Alep. Portrait d’une absence est l’une des rares propositions théâtrales venues de l’étranger qu’on peut voir au Festival TransAmériques (FTA). Il s’agit d’un projet conçu par Mohammad Al Attar et Omar Abusaada, avec la collaboration de la scénographe Bissane Al Charif. Trois artistes syriens exilés en Europe qui mettent leur talent au profit de la cause de leur pays ravagé par 10 ans de guerre civile. Et en regroupant des histoires de cette ville, jadis le poumon économique de la Syrie, aujourd’hui à moitié dévastée, et qui peine toujours à se reconstruire.

Pour leur projet, les créateurs ont recueilli 10 témoignages qu’ils font entendre à 10 spectateurs différents. Chacun a donc un témoignage unique durant la représentation. En arrivant, on nous indique une grosse carte en bois de la ville affichée dans le hall. On doit choisir un morceau représentant un coin de rue d’Alep. Puis, on nous invite à entrer dans la salle où un dispositif de chaises et de tables est installé. On trouve notre table en encastrant notre pièce du puzzle dans une autre carte. Une fois qu’on est installé, 10 comédiens s’assoient devant un spectateur. L’acteur assis devant nous commence alors son récit.

PHOTO PIERRE-YVES MASSOT, FOURNIE PAR LE FTA

Reconstruire la ville

Nous avons eu droit au témoignage d’Hakam Chahar, un Syrien de 30 ans exilé, qui étudie en urbanisme à l’Université de Budapest. D’une voix douce et posée, il se souvient de son enfance dans le Vieil-Alep, de la beauté de la ville millénaire, de l’arrivée des Frères musulmans, des changements dans les mœurs du quartier lorsque sa sœur sortait dans la rue… sans son voile. Puis, il raconte les bombardements, les traces de balles sur le minaret de la mosquée dans la rue où il habitait avec sa famille.

On l’écoute très concentré durant une vingtaine de minutes, en fixant l’interprète dans les yeux derrière le plexiglas, comme si on écoutait les confidences d’un bon ami à la table d’un café. On retient le ton digne de Hakam. Son refus du pathos, malgré les horreurs de la guerre, la souffrance de ses proches, l’arrachement de son exil. Or, le jeune homme veut préserver la mémoire du lieu. On le sent attaché à l’architecture d’Alep, à ses édifices historiques

Il ne parle pas de Bachar al-Assad ni de l’islamisme, pas plus que de la Turquie ou de la Russie. Il évoque plutôt un projet pour l’avenir d’Alep, celui d’aider à la reconstruction de la ville défigurée.

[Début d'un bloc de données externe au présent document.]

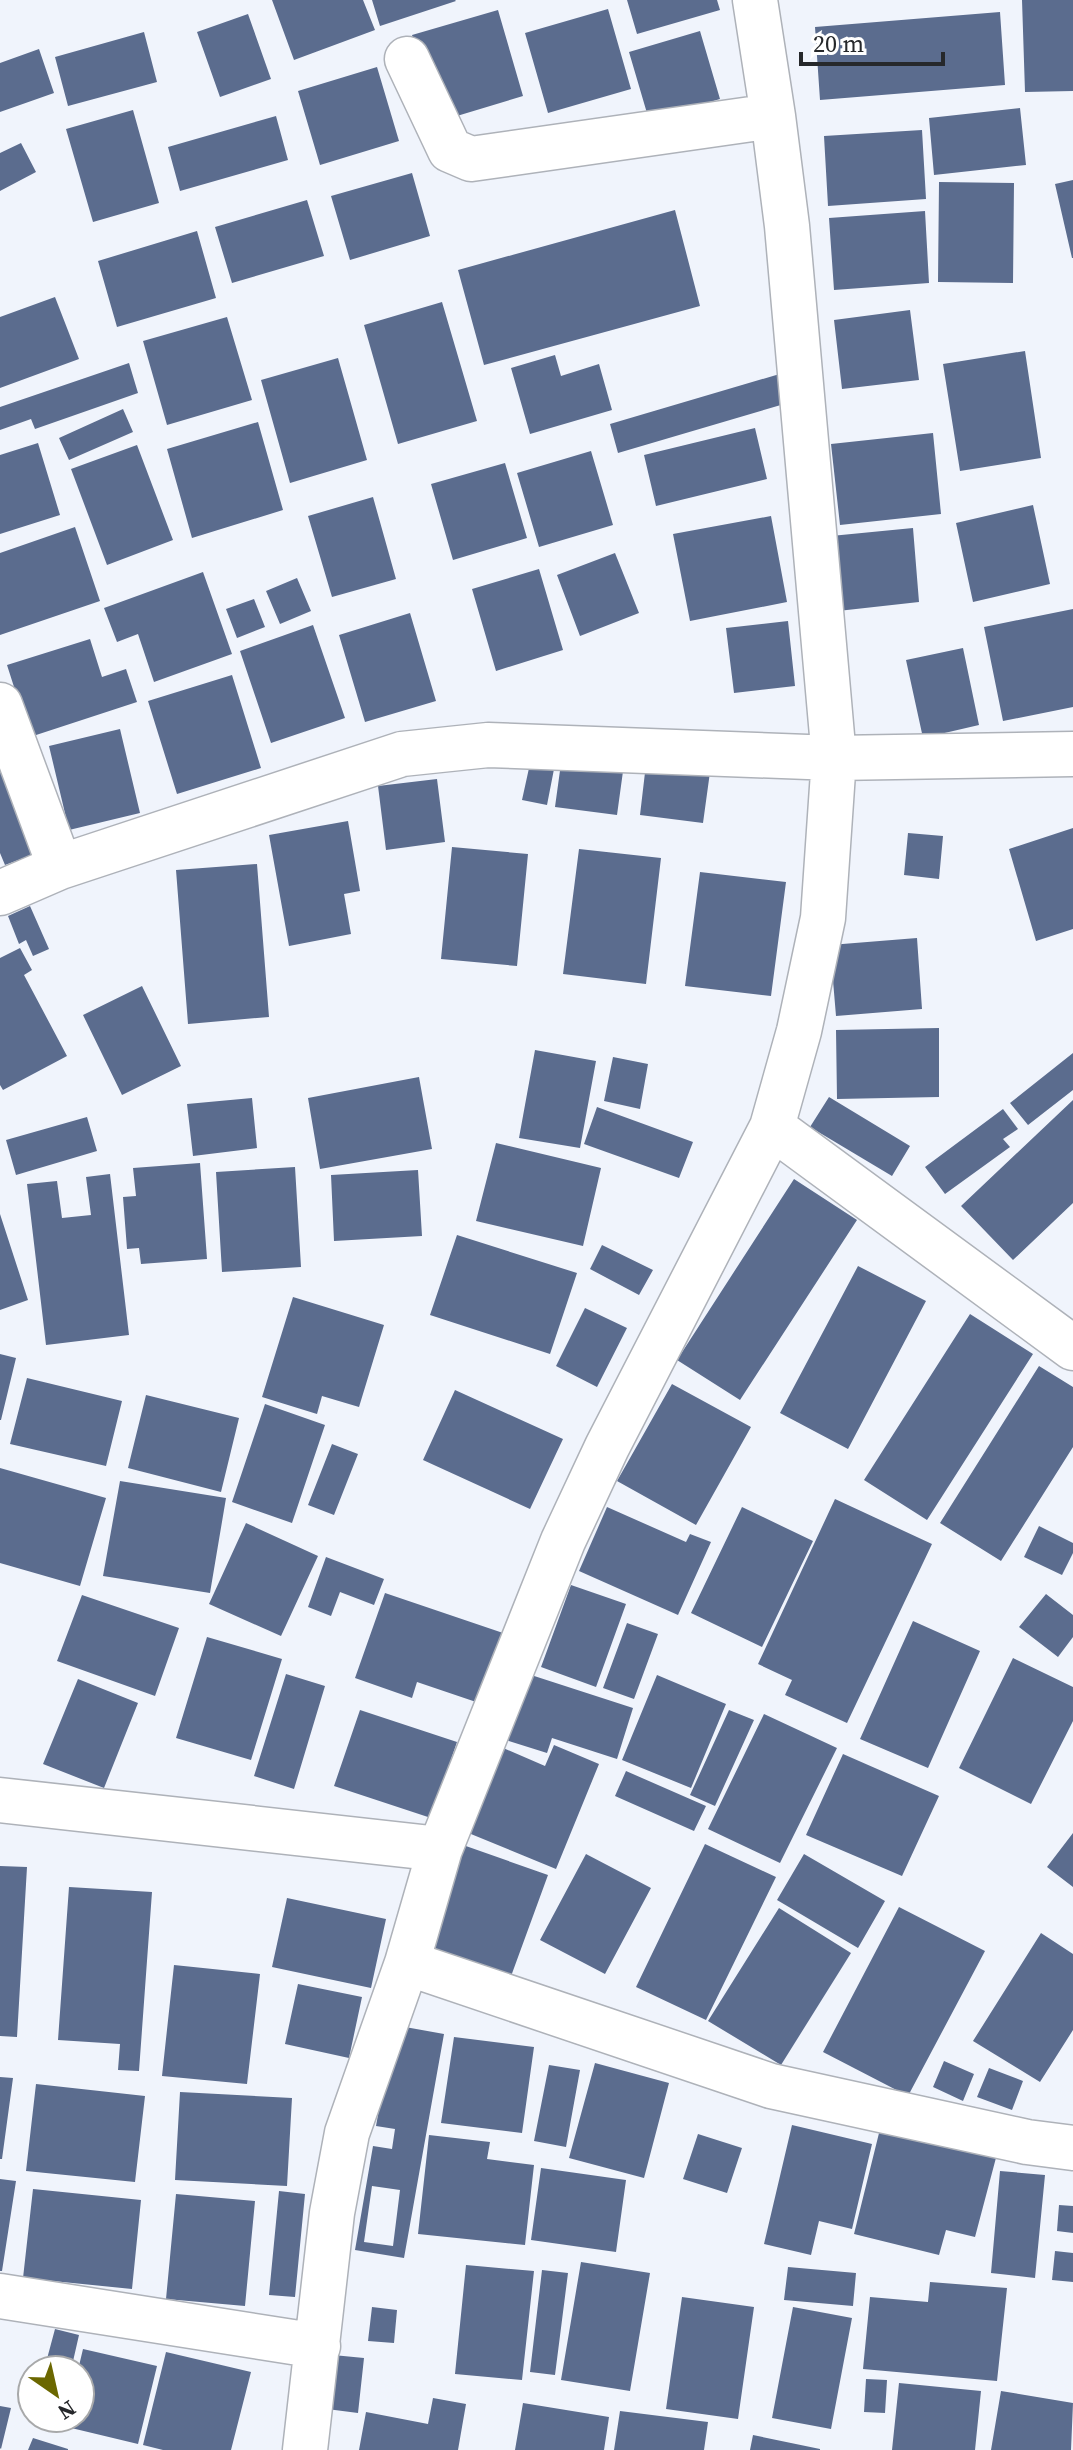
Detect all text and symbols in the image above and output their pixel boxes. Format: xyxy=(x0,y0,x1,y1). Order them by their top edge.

Il souhaite remettre de la beauté sur les cicatrices de la cité et redonner de la fierté aux Alépins.

Mais il craint le retour, d’aller en prison, d’être freiné dans son élan, de ne pas retrouver les siens. Plus de 5 millions de Syriens sont exilés, environ 13 millions sont déplacés dans ce pays où 80 % des habitants vivent toujours sous le seuil de pauvreté.

À la fin, chaque spectateur peut laisser un message à l’auteur du témoignage sur un enregistreur, message qu’on traduira en arabe avant de le remettre. Celui qu’on laisse à Hakam est un gros merci pour le partage et le refus d’oublier. Et aussi un souhait, celui du poète Raymond Lévesque : quand les hommes vivront d’amour, il n’y aura plus de guerre ni de misère…

Alep. Portrait d’une absence est présenté à guichets fermés jusqu’au 12 juin à l’Édifice Wilder. Toutefois, on libère « assez souvent » des billets. On peut vérifier sur le site web du FTA.